§ **Given material**
++++++++++

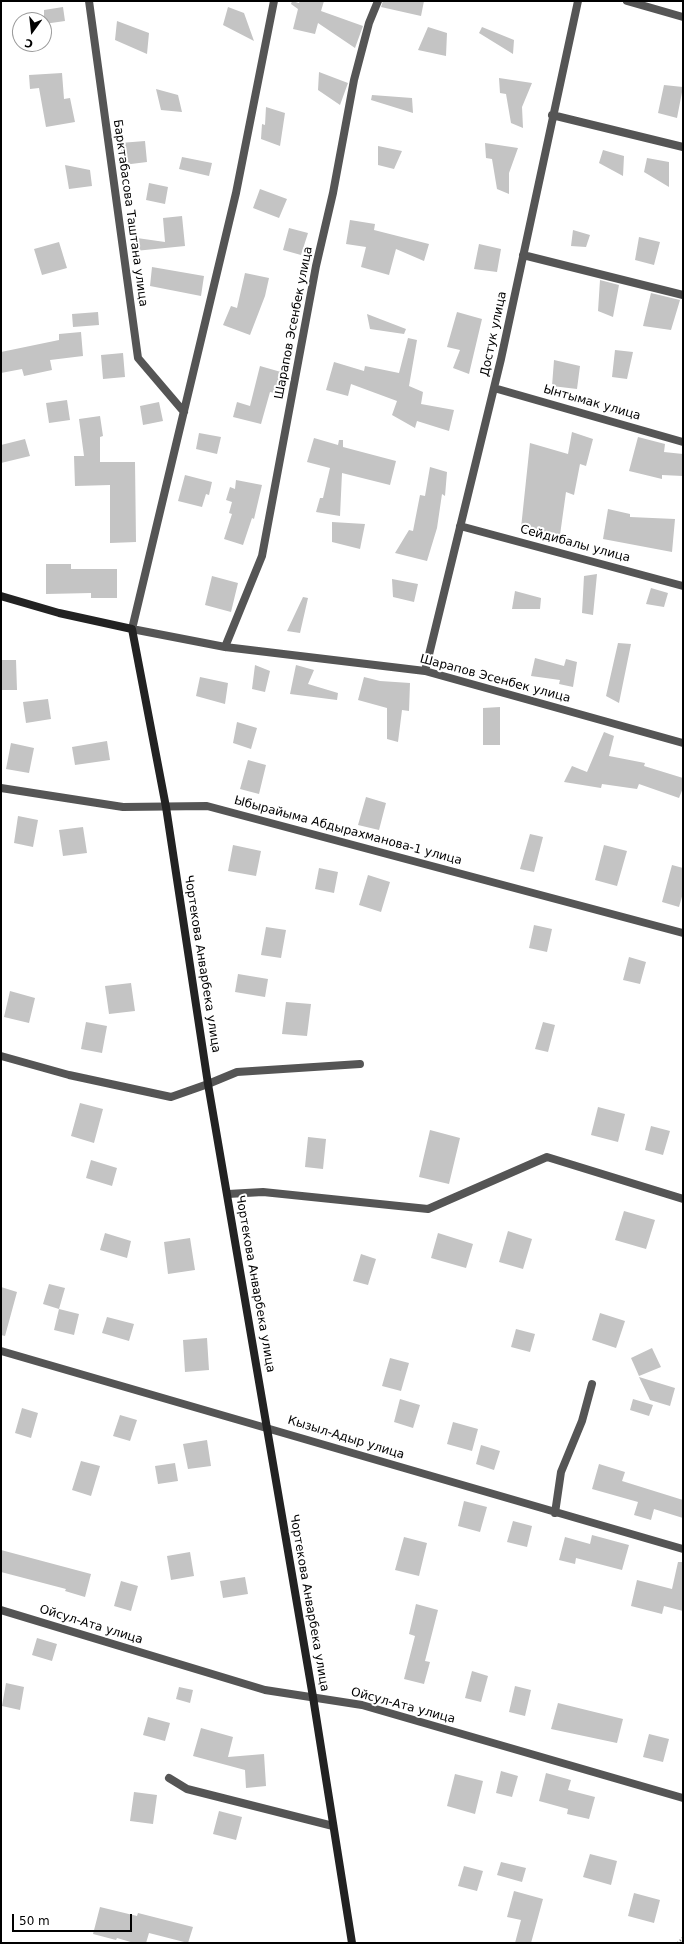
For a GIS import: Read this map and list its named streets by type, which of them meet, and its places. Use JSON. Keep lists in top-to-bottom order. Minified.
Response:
{"streets":{"street":["Барктабасова Таштана улица","Шарапов Эсенбек улица","Достук улица","Ынтымак улица","Сейдибалы улица","Ыбырайыма Абдырахманова-1 улица","Чортекова Анварбека улица","Кызыл-Адыр улица","Ойсул-Ата улица"]},"crossings":[["Шарапов Эсенбек улица","Достук улица"],["Шарапов Эсенбек улица","Чортекова Анварбека улица"],["Достук улица","Ынтымак улица"],["Достук улица","Сейдибалы улица"],["Ыбырайыма Абдырахманова-1 улица","Чортекова Анварбека улица"],["Чортекова Анварбека улица","Кызыл-Адыр улица"],["Чортекова Анварбека улица","Ойсул-Ата улица"]],"scale_bar":"50 m","north":"bottom"}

++++++++++

§ **What you will do**
Return the material exactly as given, apart from the pictures.

§ **Solution to the problem**
For a GIS import: Read this map and list its named streets by type, which of them meet, and its places. Use JSON. Keep lists in top-to-bottom order. Minified.
Response:
{"streets":{"street":["Барктабасова Таштана улица","Шарапов Эсенбек улица","Достук улица","Ынтымак улица","Сейдибалы улица","Ыбырайыма Абдырахманова-1 улица","Чортекова Анварбека улица","Кызыл-Адыр улица","Ойсул-Ата улица"]},"crossings":[["Шарапов Эсенбек улица","Достук улица"],["Шарапов Эсенбек улица","Чортекова Анварбека улица"],["Достук улица","Ынтымак улица"],["Достук улица","Сейдибалы улица"],["Ыбырайыма Абдырахманова-1 улица","Чортекова Анварбека улица"],["Чортекова Анварбека улица","Кызыл-Адыр улица"],["Чортекова Анварбека улица","Ойсул-Ата улица"]],"scale_bar":"50 m","north":"bottom"}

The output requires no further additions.